I once represented a client I’ll just name Kelsey out of respect for their privacy. Kelsey’s disability case was incredibly righteous. His mental health had proven to prevent him from keeping a job indefinitely. Kelsey grew up without parents in the picture and the foster care system was not a good fit for him. He had been in and out of homelessness since his early teens. Since age five he was placed in special ed classes as a result of early childhood trauma.

Before Kelsey came to our office he had managed to get on SSI by himself. Unfortunately, his mental health got him wrapped up in the criminal legal system and in jail for more than a year. This wasn’t good for Kelsey because after you get out of jail, you can’t just get SSI reactivated – even if no one expects your disability to go away. He had to reapply, and it takes years to wait, appeal, and try to get by without much income. In addition, Kelsey is really hard to get a hold of. He was unhoused, without a stable phone, and he often cannot remember to attend appointments.

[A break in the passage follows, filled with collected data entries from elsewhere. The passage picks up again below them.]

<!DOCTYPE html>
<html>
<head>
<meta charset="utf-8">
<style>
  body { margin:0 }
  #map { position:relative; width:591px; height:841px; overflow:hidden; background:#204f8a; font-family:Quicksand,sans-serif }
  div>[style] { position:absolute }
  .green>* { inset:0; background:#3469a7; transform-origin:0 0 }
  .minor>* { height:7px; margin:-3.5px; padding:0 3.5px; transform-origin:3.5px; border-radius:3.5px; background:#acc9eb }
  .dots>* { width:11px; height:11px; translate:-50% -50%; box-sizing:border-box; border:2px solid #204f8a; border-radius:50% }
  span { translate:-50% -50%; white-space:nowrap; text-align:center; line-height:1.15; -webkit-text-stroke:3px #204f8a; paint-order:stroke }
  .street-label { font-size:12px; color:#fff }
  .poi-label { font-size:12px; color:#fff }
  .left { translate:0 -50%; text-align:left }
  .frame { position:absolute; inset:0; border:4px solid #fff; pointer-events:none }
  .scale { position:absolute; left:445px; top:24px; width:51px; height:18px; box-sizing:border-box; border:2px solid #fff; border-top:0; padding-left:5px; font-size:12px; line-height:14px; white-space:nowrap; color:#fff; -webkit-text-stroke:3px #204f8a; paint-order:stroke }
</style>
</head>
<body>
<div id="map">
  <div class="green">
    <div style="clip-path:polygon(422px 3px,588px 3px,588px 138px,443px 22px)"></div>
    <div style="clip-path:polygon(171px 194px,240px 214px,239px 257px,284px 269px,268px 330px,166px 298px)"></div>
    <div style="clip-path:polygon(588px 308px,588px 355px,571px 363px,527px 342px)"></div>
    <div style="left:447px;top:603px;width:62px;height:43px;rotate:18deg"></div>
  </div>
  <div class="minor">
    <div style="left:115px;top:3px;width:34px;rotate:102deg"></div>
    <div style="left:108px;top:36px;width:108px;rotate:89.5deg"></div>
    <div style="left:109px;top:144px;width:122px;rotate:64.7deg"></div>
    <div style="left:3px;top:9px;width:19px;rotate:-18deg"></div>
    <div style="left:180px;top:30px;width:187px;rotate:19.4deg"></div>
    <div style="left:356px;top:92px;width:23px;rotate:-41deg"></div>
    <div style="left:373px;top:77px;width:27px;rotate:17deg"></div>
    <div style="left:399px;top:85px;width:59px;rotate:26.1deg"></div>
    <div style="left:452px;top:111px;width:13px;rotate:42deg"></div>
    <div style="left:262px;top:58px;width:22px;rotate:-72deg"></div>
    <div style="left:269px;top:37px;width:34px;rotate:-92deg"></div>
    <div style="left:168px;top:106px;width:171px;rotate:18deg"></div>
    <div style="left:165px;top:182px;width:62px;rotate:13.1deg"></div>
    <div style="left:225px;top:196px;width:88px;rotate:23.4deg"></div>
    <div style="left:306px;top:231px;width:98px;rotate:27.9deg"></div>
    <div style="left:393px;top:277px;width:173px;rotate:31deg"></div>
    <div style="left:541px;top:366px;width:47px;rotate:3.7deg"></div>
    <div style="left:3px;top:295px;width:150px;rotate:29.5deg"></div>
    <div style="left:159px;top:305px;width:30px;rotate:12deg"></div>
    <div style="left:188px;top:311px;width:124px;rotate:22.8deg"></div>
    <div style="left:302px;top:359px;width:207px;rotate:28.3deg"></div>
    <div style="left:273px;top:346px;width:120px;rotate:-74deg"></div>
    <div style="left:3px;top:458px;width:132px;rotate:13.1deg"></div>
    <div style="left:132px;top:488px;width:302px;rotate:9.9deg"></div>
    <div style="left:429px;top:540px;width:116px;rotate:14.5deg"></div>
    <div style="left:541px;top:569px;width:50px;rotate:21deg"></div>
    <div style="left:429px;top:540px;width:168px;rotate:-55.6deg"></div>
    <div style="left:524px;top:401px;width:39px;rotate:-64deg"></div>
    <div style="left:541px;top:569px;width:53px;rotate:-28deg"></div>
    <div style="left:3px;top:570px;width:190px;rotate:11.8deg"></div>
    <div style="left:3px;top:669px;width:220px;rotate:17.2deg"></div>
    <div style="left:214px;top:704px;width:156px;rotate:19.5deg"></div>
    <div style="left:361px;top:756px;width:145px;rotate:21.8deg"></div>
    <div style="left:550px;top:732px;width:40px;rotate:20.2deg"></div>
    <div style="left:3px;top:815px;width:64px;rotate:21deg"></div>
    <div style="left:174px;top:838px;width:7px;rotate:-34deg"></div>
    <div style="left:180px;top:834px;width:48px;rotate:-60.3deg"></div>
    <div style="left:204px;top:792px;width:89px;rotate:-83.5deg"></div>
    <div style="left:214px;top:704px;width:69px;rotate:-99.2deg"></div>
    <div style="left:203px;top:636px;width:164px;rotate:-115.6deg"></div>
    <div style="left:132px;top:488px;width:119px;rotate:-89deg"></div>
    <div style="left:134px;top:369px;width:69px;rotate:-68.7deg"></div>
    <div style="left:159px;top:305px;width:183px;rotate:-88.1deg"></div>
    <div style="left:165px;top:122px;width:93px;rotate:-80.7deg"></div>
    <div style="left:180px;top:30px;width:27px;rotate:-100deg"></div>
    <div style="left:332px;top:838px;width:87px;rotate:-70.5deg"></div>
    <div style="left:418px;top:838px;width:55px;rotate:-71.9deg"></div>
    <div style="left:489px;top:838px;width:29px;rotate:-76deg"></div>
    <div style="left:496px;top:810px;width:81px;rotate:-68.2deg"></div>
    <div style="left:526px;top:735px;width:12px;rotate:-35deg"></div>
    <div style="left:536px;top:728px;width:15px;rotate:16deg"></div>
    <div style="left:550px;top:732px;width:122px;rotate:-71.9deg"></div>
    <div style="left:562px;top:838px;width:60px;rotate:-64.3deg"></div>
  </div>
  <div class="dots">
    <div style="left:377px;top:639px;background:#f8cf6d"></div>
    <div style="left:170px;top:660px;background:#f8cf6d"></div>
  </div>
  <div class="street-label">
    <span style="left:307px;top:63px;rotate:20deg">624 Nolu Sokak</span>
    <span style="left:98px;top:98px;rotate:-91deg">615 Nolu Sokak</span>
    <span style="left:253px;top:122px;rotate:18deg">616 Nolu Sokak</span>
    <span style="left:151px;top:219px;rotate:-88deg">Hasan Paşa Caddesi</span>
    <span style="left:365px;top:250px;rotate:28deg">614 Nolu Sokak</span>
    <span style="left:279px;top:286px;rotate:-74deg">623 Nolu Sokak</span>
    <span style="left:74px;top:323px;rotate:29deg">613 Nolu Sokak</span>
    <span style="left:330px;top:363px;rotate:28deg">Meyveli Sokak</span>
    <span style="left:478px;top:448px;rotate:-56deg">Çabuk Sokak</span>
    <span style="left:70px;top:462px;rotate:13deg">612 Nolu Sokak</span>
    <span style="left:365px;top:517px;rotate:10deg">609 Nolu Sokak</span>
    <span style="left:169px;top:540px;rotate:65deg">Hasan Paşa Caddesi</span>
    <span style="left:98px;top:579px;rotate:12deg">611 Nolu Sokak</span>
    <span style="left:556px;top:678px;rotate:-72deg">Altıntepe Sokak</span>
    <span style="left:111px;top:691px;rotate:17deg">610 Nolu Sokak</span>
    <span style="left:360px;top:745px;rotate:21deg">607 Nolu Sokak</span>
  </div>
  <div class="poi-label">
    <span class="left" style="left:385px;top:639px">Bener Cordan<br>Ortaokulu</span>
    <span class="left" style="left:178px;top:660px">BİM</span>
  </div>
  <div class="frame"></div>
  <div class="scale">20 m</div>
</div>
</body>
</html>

So, we applied and pled with social security to just go ahead and approve his disability claim considering how every source gave an opinion that he still could not work. That didn’t cut it, and instead they let us testify before a judge at a scheduled time and place. This worried Kelsey and me. We knew, more likely than not, that he’d miss the appointment. However, I also knew if he were there to testify, the judge could really fill in the gaps and decide to grant his claim.

We tried everything: I gave him multiple printouts of the hearing schedule, he wrote the date of the hearing on his arm with a sharpie, I got his back-up contact people’s numbers, told them about it, and he got our contact info. None of this mattered. A week before the hearing, he showed up at our office, stressed out thinking he’d missed it.

The day finally came. I’d tried many times to remind Kelsey, reach people he knows, drive by where he stays – and nothing. I showed up by his encampment several hours prior and no one was around. I had a strong feeling I was close and maybe if I just waited a while, he would turn up. So I did – I waited for hours and watched from my car, sipping my coffee while imagining I was as cool as Matthew McConaughey in True Detective.

At a certain point it was time for me to get to Court and speak to the judge about why Kelsey didn’t show. I started driving … and guess who I almost hit with my car as they darted across the street? Kelsey! He looked at me and yelled, “It’s today?” I was sweating bullets, saying, “Yeah man, time to rock and roll, get in!” We drove over in a hurry, got to court with just a minute to spare, and just as I’d hoped, the judge granted the case!

I find it our duty to speak truth to power and make sure the powers that be are held accountable for the determinations they make. At HAC, we make efforts to counterbalance what our clients often describe as a system intentionally weighed against them. It’s only right that we make damned sure our clients get a fair shake.